Interest on Balancing Account
The Company proposes that the amended PCA mechanism include a calculation of interest using the same methodology approved for calculating interest on deferred natural gas cost balances (i.e., the customer deposit rate—reference O.N. 28624, Case No. AVU-G-00-4).
Periodic Reporting
The Company notes that it currently provides reports to the Commission on a monthly basis related to the deferrals and will continue to do so under the amended PCA mechanism. The reports would include all calculations and accounting entries.
Avista requests that the Commission adopt the procedures described in Rules 201-210—Modified Procedure contending that a public hearing may not be necessary.
COMMISSION FINDINGS
Avista in its filing requests that its Application be processed under Modified Procedure, i.e., by written submission rather than by hearing. Reference Commission Rules of Procedure, IDAPA 31.01.01.201-204. The Company also asks that any approved change in procedure be effective January 01, 2001. The Commission Staff advises us that it has outstanding production requests to the Company and has not completed its analysis. Staff asks that the Commission defer any decision regarding Modified Procedure until it and future parties are able to assess the reasonableness of such a request. The Commission finds the Staff request to be reasonable. However, we will not countenance unnecessary delay. When Staff completes its analysis, it should bring this matter back to us to establish further procedure.
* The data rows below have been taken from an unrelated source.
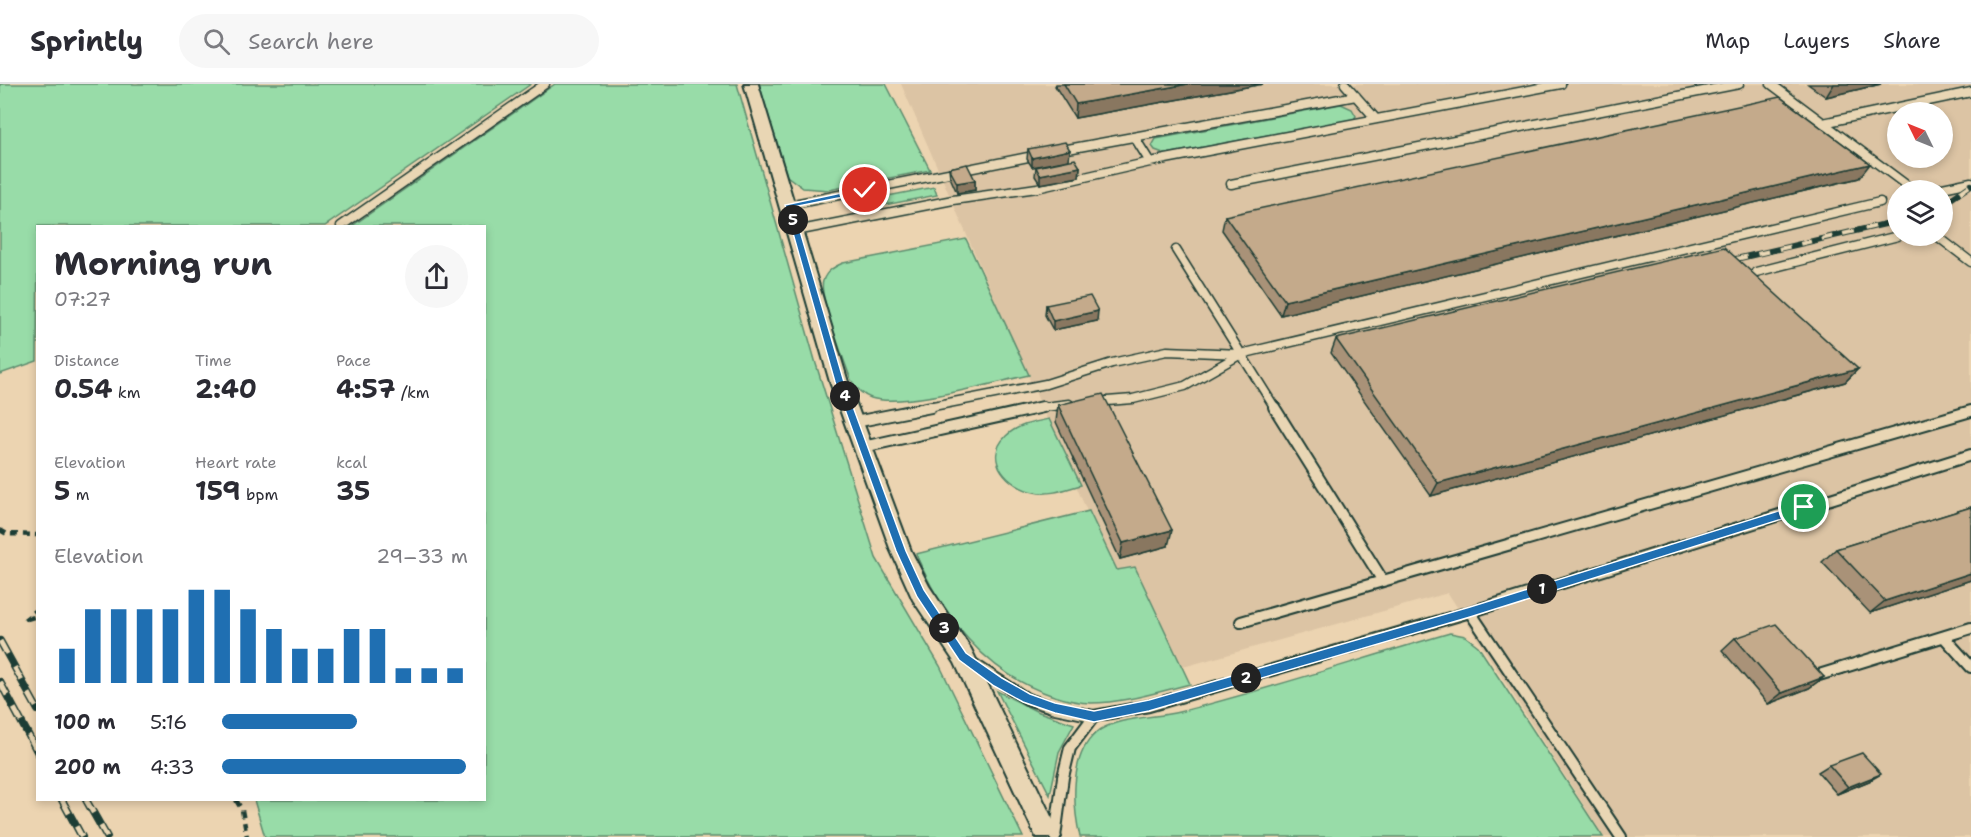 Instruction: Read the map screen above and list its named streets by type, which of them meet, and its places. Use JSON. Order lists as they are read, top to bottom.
{
  "north": "top left",
  "page": {
    "header": "Sprintly",
    "search": "Search here",
    "nav": ["Map", "Layers", "Share"],
    "pins": [
      "5",
      "4",
      "1",
      "3",
      "2"
    ],
    "heading": ["Morning run", "07:27"],
    "stats": [
      ["Distance", "0.54 km"],
      ["Time", "2:40"],
      ["Pace", "4:57 /km"],
      ["Elevation", "5 m"],
      ["Heart rate", "159 bpm"],
      ["kcal", "35"]
    ],
    "chart": ["Elevation", "29–33 m"],
    "list": [
      {
        "name": "100 m",
        "note": "5:16"
      },
      {
        "name": "200 m",
        "note": "4:33"
      }
    ]
  }
} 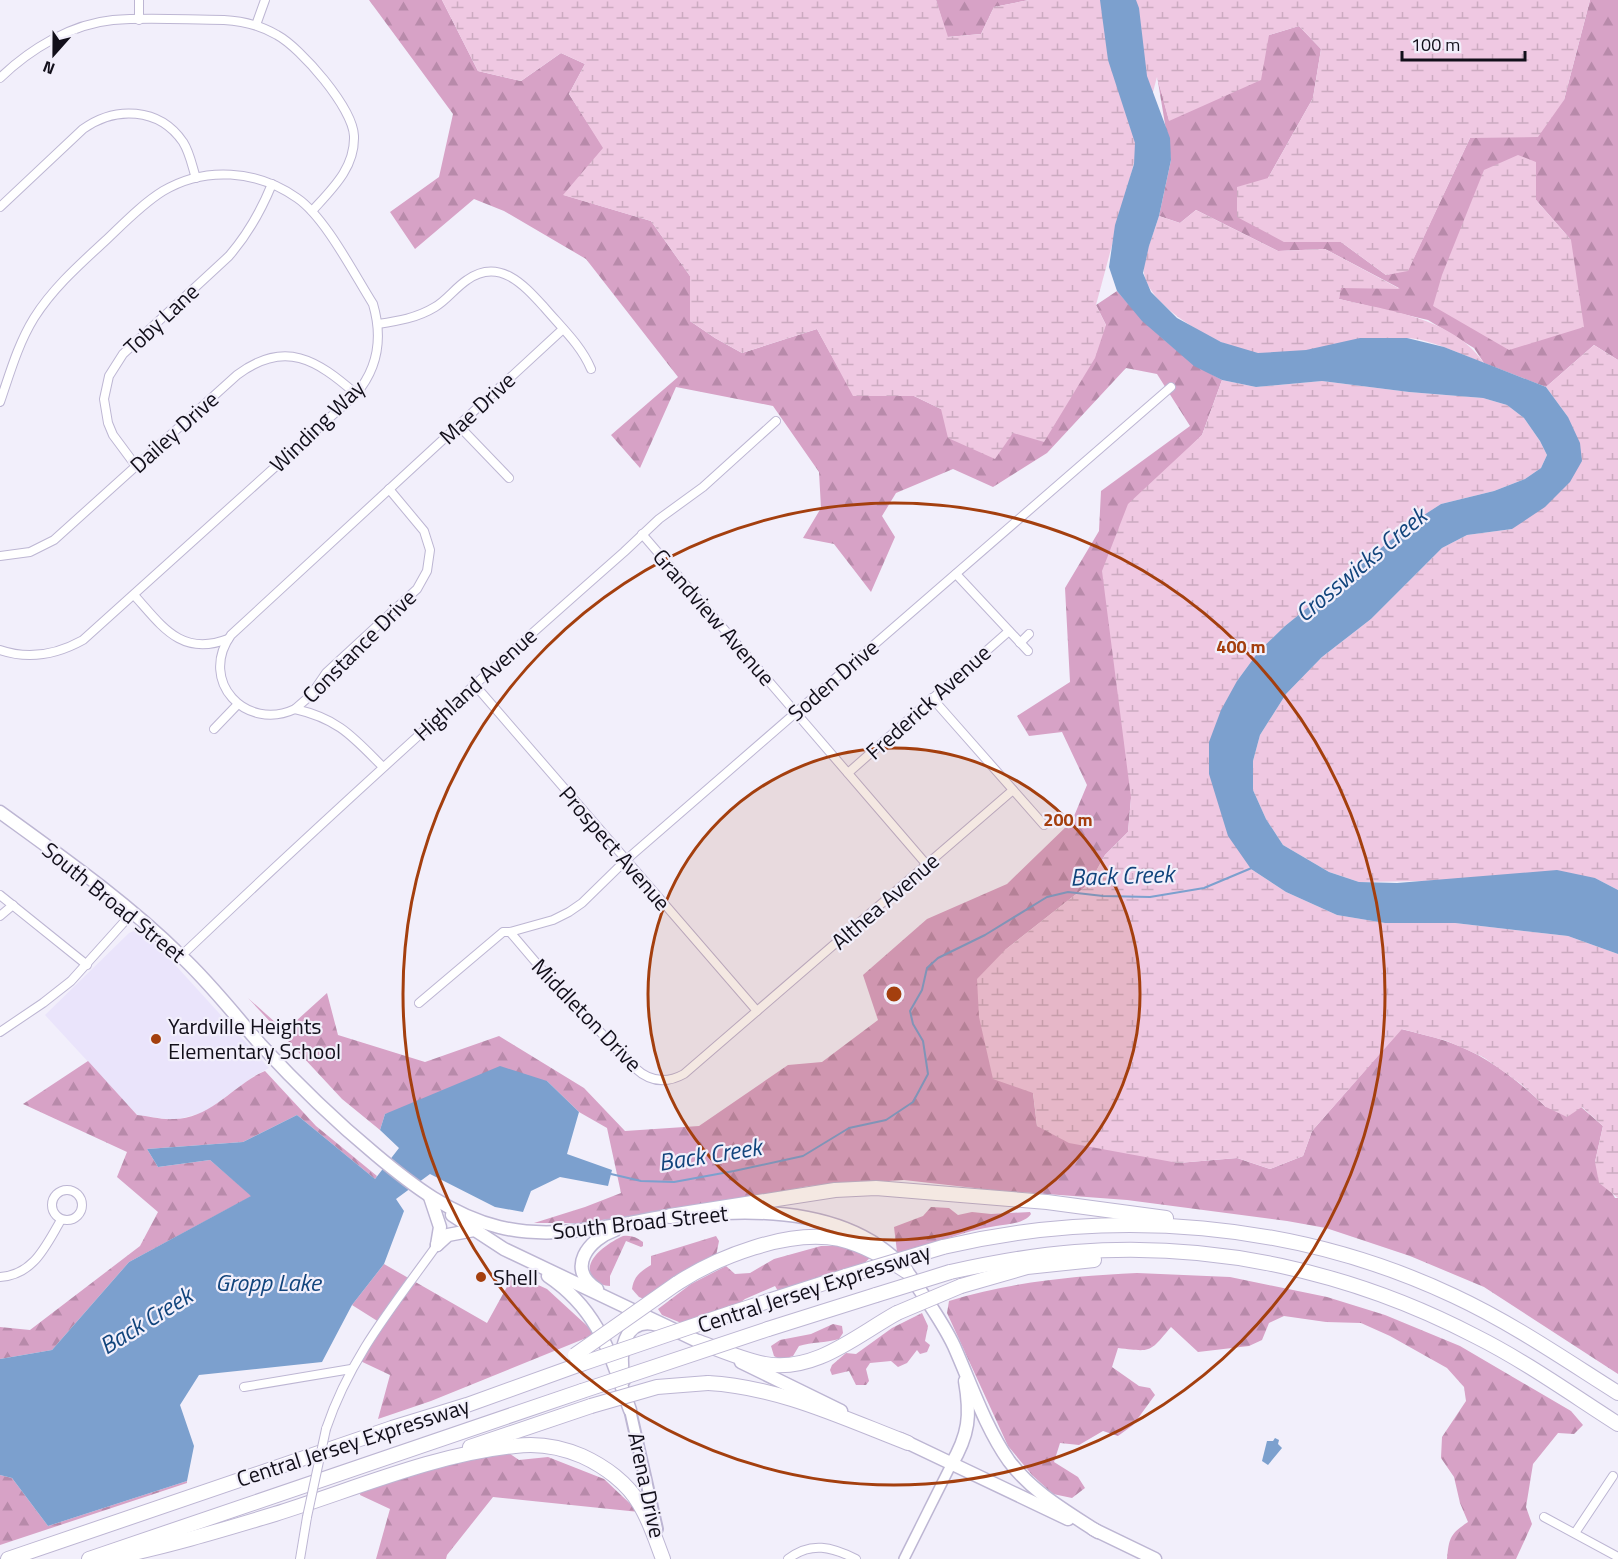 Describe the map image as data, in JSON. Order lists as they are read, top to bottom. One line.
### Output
{"streets":{"highway":["Central Jersey Expressway"],"main road":["South Broad Street","Arena Drive"],"street":["Toby Lane","Mae Drive","Winding Way","Dailey Drive","Grandview Avenue","Constance Drive","Soden Drive","Highland Avenue","Frederick Avenue","Prospect Avenue","Althea Avenue","Middleton Drive"]},"crossings":[["Toby Lane","Winding Way"],["Toby Lane","Dailey Drive"],["Mae Drive","Constance Drive"],["Winding Way","Dailey Drive"],["Grandview Avenue","Soden Drive"],["Grandview Avenue","Highland Avenue"],["Grandview Avenue","Frederick Avenue"],["Grandview Avenue","Althea Avenue"],["Soden Drive","Prospect Avenue"],["Soden Drive","Middleton Drive"],["Highland Avenue","Prospect Avenue"],["Highland Avenue","South Broad Street"],["Prospect Avenue","Althea Avenue"],["Prospect Avenue","Middleton Drive"],["Althea Avenue","Middleton Drive"]],"water":["Crosswicks Creek","Back Creek","Gropp Lake"],"places":["Yardville Heights Elementary School","Shell"],"scale_bar":"100 m","north":"bottom","rings":["400 m","200 m"]} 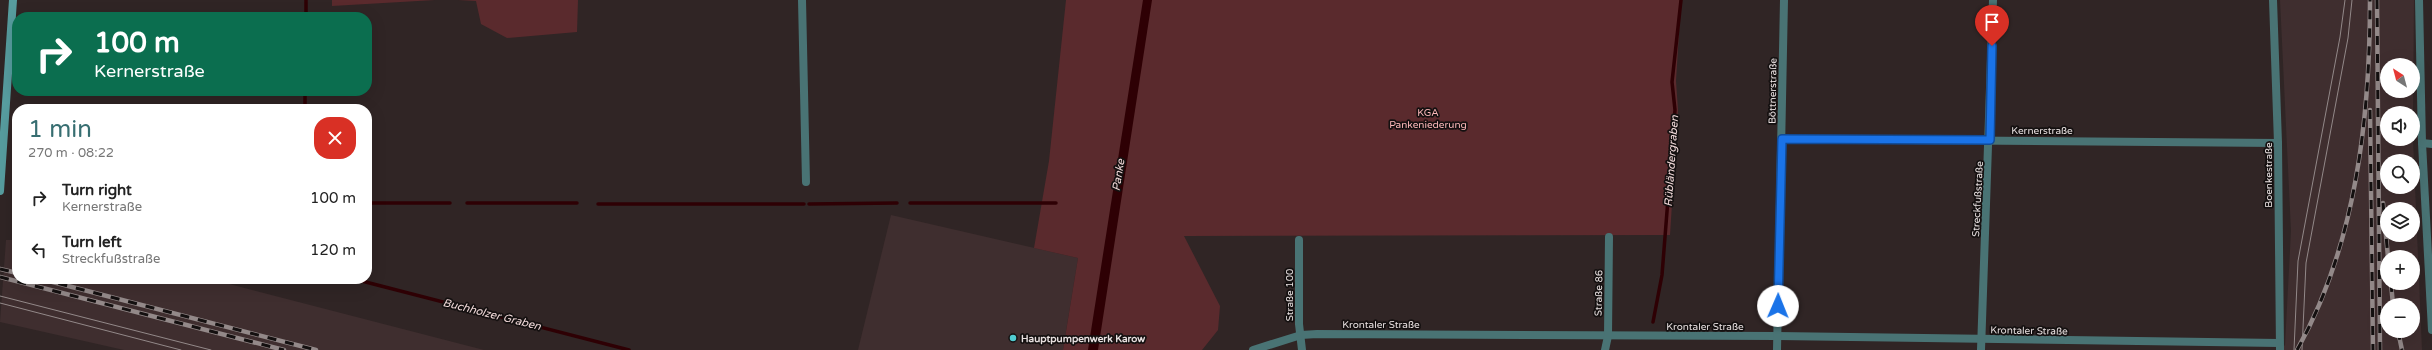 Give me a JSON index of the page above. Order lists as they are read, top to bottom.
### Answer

Regarding the Application and the Company’s requested relief, we note that no change in PCA methodology can be made without a Commission Order authorizing it. Therefore, unless and until further order is issued approving modifications, the PCA shall operate as it has been approved to do in the past.
YOU ARE FURTHER NOTIFIED that persons desiring to intervene in Case No. AVU-E-01-01 for the purpose of becoming a party, i.e., to present evidence, to acquire rights of cross-examination, to participate in settlement or negotiation conferences, and to make and argue motions must file a Petition to Intervene with the Commission pursuant to Rules of Procedure 72 and 73 of the Commission’s Rules of Procedure, IDAPA 31.01.01.072 and -.073. Persons intending to participate in this case as a formal party must file a Petition to Intervene on or before Friday, February 16, 2001.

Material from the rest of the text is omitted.